Как Нащокину пришла в голову мысль воспроизвести всю свою жизнь в миниатюре — неизвестно. Зачем — тоже неизвестно, но вопросы цели и причины для русского барина несущественны: значение имеет лишь желание. Между хочу и могу разницы нет. И вот, раз набредя на такую мысль, он увлекся ей столь сильно, что она стала для него чем-то вроде твердого пути и путеводной нити в его безалаберной жизни. Теперь он не просто жил, пил, играл в карты, ездил к цыганам — теперь он имел в жизни цель. Немаленькую цель! Он строил домик!
Домик Нащокина имел два этажа, полтора метра в длину и столько же в глубину. Обставлен он был так, словно хозяин собирался со временем уменьшиться в размерах и переехать туда жить. На верхнем этаже находилась зала, со столом посередине, накрытом на 60 кувертов. По углам тоже стояли столы, в центре каждого высился канделябр с полпальца высотой, из бронзы на подставке из малахита. Зала освещалась тремя люстрами из серебра, каждая на 50 свечей. Потолок расписан в мавританском стиле. В соседнем покое стояли ломберные столы, на которых лежали колоды карт и мелки, чтобы записывать выигрыш и проигрыш — видимо, Нащокин предполагал, что и заядлый карточный игрок Федор Толстой со временем тоже уменьшится в размерах и переедет к нему в домик. Повсюду стояли крошечные экзотические растения в кадках и горшках.
На нижнем этаже — жилые комнаты со стенами, обитыми штофом, с картинами, писанными масляными красками. Сюжеты картин самые разные: от героических событий древнеримской жизни до видов современной Италии. Правда, разглядеть их можно, только сняв картину иголкой со стены и поднеся к глазам, но это ничего: невидимые маленькие люди, что живут в домике, очень хорошо все видят. В одной из комнат на полках красного дерева размещалась библиотека в пару сотен томов, которые печатались по особому заказу в Париже, где пять опытных печатников, нацепив линзы на правый глаз, три месяца подряд отливали крошечный шрифт по заказу русского барина. В шкафах высились стопки серебряных тарелок и стояли ряды хрустальных бокалов: тут поработали английские изготовители сервизов и мейсенская фарфоровая фабрика. Были в доме и два музыкальных инструмента — рояль на верхнем этаже и арфа на нижнем. В те моменты, когда невидимые человечки не музицировали, Вера Александровна, жена Нащокина, играла на рояле и на арфе, постукивая по клавишам или струнам спицей для вязания. И тогда по дому и по домику плыл мягкий мелодичный звук.

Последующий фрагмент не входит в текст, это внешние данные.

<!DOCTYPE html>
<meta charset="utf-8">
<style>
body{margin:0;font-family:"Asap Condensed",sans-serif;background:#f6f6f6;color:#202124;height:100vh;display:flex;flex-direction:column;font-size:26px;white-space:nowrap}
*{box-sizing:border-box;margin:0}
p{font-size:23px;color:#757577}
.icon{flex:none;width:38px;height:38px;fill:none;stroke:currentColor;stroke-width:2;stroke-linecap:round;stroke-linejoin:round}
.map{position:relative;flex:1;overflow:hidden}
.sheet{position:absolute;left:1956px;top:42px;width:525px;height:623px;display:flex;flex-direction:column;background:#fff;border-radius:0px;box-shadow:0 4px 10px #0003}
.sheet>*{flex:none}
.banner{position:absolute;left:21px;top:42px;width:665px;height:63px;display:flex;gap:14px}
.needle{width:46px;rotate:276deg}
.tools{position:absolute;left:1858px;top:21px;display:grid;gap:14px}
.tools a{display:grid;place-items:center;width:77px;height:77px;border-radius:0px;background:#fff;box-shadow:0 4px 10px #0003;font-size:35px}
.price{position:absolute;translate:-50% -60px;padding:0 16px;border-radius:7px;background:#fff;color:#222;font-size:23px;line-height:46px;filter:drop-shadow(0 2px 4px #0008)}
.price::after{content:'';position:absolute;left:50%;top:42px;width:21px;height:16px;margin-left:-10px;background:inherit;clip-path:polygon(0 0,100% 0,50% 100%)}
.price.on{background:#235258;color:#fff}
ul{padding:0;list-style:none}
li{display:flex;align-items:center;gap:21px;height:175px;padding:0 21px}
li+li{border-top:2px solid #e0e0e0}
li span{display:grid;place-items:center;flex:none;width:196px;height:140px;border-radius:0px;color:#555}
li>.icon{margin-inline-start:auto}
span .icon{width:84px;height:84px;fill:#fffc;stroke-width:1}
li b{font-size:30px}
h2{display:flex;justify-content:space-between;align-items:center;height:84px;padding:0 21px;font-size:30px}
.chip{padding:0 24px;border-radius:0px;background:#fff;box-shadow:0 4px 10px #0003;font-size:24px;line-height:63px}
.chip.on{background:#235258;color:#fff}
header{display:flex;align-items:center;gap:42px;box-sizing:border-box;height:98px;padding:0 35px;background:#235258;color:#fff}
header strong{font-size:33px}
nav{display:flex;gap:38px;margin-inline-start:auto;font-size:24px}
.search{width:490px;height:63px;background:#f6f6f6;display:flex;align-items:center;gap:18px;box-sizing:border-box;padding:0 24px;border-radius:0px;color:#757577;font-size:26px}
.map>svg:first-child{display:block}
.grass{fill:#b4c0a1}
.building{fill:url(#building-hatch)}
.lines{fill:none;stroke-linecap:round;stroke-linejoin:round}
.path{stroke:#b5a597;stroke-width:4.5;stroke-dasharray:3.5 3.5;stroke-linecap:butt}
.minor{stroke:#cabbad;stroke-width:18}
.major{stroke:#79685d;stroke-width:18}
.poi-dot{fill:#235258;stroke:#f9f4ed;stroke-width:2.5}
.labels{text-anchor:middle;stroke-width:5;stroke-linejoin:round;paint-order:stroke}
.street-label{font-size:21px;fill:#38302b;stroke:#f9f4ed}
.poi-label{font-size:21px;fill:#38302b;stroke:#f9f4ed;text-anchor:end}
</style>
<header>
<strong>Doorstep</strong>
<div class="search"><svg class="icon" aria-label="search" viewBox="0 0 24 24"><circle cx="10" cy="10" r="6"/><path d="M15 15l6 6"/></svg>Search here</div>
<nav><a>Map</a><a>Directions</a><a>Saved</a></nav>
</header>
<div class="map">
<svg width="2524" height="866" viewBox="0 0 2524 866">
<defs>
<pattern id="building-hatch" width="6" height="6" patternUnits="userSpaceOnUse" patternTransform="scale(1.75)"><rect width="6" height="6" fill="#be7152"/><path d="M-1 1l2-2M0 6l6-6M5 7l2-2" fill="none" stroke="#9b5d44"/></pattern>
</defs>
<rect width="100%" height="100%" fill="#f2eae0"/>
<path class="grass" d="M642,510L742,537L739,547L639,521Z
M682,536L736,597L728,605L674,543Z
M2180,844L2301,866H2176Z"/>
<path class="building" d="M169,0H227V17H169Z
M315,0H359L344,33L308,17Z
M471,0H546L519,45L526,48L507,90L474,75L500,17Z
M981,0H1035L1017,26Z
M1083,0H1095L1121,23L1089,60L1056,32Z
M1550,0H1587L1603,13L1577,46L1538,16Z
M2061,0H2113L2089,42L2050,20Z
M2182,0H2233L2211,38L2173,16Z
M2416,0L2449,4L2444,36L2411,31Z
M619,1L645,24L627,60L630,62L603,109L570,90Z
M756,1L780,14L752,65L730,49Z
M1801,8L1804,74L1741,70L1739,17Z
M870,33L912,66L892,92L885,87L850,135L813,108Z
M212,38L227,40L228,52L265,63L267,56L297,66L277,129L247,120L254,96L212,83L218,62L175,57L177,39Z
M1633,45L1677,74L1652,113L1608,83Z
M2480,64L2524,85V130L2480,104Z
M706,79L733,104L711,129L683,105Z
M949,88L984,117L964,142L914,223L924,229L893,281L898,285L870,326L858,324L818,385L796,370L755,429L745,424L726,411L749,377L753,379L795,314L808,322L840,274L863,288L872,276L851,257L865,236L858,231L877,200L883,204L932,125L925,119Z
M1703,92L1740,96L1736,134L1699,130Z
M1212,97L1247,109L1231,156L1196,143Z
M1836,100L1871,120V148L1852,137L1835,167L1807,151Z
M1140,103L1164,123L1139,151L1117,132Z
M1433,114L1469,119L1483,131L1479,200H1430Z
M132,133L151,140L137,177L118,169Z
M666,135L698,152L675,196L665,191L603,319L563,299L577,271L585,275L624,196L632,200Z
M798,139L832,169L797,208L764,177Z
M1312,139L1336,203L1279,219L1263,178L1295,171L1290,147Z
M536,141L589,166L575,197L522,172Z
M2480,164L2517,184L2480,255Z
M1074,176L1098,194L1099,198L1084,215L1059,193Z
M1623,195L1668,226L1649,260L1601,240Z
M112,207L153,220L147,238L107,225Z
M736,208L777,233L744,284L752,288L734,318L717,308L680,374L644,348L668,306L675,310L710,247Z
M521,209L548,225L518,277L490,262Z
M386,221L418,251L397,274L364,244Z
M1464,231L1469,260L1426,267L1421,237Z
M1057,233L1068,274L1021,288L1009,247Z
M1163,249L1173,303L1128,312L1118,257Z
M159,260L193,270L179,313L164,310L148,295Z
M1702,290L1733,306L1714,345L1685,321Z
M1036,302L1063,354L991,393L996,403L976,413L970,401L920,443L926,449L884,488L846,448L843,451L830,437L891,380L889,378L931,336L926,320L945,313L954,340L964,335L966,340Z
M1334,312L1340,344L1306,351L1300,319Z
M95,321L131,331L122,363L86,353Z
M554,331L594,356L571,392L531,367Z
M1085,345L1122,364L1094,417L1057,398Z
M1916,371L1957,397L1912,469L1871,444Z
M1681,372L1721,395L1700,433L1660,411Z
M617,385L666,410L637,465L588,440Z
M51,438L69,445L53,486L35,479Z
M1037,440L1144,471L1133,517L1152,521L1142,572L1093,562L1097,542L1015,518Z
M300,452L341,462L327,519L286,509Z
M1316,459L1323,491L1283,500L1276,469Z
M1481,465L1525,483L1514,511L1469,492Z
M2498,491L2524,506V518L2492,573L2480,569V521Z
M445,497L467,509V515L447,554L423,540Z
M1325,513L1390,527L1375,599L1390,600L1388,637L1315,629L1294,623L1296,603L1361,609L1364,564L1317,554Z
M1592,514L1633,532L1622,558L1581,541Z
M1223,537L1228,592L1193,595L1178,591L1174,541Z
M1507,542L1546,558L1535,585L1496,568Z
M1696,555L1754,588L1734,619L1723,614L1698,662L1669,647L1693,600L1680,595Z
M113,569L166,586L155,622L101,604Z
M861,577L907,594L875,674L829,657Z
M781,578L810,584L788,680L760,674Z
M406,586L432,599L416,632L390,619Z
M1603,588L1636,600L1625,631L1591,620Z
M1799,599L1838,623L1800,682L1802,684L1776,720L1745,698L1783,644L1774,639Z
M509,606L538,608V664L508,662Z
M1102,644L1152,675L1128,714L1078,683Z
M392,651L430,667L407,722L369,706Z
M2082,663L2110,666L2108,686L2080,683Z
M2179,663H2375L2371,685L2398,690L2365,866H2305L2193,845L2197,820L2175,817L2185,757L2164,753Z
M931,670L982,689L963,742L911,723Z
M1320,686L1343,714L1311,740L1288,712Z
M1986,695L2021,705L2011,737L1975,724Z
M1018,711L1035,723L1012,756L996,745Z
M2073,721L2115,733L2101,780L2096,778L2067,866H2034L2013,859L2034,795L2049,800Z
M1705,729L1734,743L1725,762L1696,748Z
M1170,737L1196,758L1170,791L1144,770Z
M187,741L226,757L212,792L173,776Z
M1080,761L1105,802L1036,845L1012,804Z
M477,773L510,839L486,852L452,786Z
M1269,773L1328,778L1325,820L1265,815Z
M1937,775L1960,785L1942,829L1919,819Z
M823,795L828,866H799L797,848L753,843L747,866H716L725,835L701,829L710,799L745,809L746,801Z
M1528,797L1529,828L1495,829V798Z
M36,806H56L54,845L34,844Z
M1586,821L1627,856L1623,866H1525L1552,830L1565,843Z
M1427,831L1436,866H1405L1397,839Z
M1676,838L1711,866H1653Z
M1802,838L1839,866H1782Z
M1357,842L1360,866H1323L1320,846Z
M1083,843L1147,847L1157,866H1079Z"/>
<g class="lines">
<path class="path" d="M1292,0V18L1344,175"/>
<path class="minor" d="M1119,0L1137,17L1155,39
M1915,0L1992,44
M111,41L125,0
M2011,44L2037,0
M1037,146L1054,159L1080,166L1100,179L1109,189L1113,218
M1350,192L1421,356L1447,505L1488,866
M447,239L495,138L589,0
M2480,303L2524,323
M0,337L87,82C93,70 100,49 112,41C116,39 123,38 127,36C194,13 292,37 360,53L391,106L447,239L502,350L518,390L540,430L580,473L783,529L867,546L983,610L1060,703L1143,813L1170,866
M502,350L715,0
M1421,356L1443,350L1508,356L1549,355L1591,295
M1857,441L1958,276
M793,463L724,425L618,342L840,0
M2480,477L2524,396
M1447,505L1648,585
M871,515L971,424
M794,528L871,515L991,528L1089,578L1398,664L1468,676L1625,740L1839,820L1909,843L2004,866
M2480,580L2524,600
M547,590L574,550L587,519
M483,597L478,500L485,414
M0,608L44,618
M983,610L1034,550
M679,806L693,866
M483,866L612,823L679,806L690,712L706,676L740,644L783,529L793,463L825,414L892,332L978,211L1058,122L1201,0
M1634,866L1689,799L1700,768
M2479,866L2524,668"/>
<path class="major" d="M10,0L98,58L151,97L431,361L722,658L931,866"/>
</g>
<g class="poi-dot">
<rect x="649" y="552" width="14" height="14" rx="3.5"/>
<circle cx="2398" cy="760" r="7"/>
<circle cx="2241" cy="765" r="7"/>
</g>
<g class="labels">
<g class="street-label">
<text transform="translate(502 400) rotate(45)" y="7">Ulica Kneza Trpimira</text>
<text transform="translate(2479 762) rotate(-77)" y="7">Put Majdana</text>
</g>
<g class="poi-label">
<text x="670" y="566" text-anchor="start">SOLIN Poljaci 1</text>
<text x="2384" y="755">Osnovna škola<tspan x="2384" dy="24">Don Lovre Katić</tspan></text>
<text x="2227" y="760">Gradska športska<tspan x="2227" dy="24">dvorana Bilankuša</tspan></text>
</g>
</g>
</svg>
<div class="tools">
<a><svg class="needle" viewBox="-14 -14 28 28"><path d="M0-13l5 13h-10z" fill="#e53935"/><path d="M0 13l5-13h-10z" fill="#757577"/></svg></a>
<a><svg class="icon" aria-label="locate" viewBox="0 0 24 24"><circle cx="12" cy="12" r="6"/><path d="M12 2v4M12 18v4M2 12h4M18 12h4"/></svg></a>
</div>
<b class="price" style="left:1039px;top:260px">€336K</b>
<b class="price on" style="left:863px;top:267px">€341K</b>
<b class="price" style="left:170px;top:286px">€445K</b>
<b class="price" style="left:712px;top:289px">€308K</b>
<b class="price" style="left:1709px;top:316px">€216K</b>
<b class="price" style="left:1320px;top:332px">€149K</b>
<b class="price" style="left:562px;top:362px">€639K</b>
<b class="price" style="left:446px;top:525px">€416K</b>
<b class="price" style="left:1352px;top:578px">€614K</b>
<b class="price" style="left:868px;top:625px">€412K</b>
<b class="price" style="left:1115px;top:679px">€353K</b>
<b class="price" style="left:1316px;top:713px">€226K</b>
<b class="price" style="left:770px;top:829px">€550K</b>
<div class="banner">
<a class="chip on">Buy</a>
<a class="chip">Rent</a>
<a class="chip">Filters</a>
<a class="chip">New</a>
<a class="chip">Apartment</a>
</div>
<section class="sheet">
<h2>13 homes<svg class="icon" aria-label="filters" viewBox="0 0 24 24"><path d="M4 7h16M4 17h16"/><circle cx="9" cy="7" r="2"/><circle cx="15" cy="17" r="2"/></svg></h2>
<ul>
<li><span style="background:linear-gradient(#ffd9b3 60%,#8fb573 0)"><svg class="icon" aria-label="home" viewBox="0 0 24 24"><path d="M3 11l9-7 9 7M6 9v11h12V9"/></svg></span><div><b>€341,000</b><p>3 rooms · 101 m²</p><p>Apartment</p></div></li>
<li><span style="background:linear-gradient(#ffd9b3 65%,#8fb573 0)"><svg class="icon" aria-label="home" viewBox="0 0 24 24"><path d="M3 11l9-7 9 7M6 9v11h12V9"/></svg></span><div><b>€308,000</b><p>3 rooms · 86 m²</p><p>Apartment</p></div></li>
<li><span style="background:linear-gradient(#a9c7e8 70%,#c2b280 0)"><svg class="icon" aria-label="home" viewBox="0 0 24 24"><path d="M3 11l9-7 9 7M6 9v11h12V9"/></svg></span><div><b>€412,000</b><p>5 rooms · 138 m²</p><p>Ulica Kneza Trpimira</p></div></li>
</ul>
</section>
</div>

Все тут, в домике, было создано для чудесной, привольной, безмятежной жизни. Каждый час били английские часы с золотым циферблатом, в длинном корпусе которых день и ночь мотался маятник с шаром на конце. Время домика было тихим и ласковым, оно ничего не отнимало, никуда не уносило, никого не старило и не делало глупым, злым и больным: это было время, в котором жить тепло и уютно, как в ласковых объятиях. Невидимые человечки входили, выходили, усаживались в мягкие кресла и пили то чай из медного самовара, то вино из черных маленьких бутылочек. Может быть, они даже закусывали тончайшими ломтиками фламандского сыра или хрустящими хлебцами размером с пальчик ребенка. Во всяком случае, известно, что пиры в домике бывали: однажды Нащокин распорядился подать человечкам мышонка в сметане под хреном, что должно было изображать поросенка. Нащокин заботился о маленьких человечках как о родных. Он все заказывал для них и заказывал: то дюжину бутылок вина из погребов герцога Анжуйского, то крошечные сигары, то бильярдный стол с шарами и киями, которые были тоньше спичек. Нащокин с гостями иногда играл на этом бильярде, но только иногда: беспокоить жителей домика не хотел.
В этом домике жило счастье барина Нащокина. Он тратил на него и тратил. На обстановку и на радость жизни для невидимых человечков уходили капиталы, которые Нащокин унаследовал, а также его карточные выигрыши. Деньги для него были только способом превратить хочу в могу и только для этого и были нужны. Всего он потратил на домик сорок тысяч рублей, причем, тратя последнее, никогда не задумывался, где возьмет следующие деньги. На сорок тысяч он мог бы купить себе большой дом в Москве или поместье средних размеров, но этот человек жил вне понятия целесообразности и соразмерности. Он жил в неисчерпаемой вселенной, где жизнь бесконечна, дни проходят в приятных беседах, а деньги не кончаются никогда.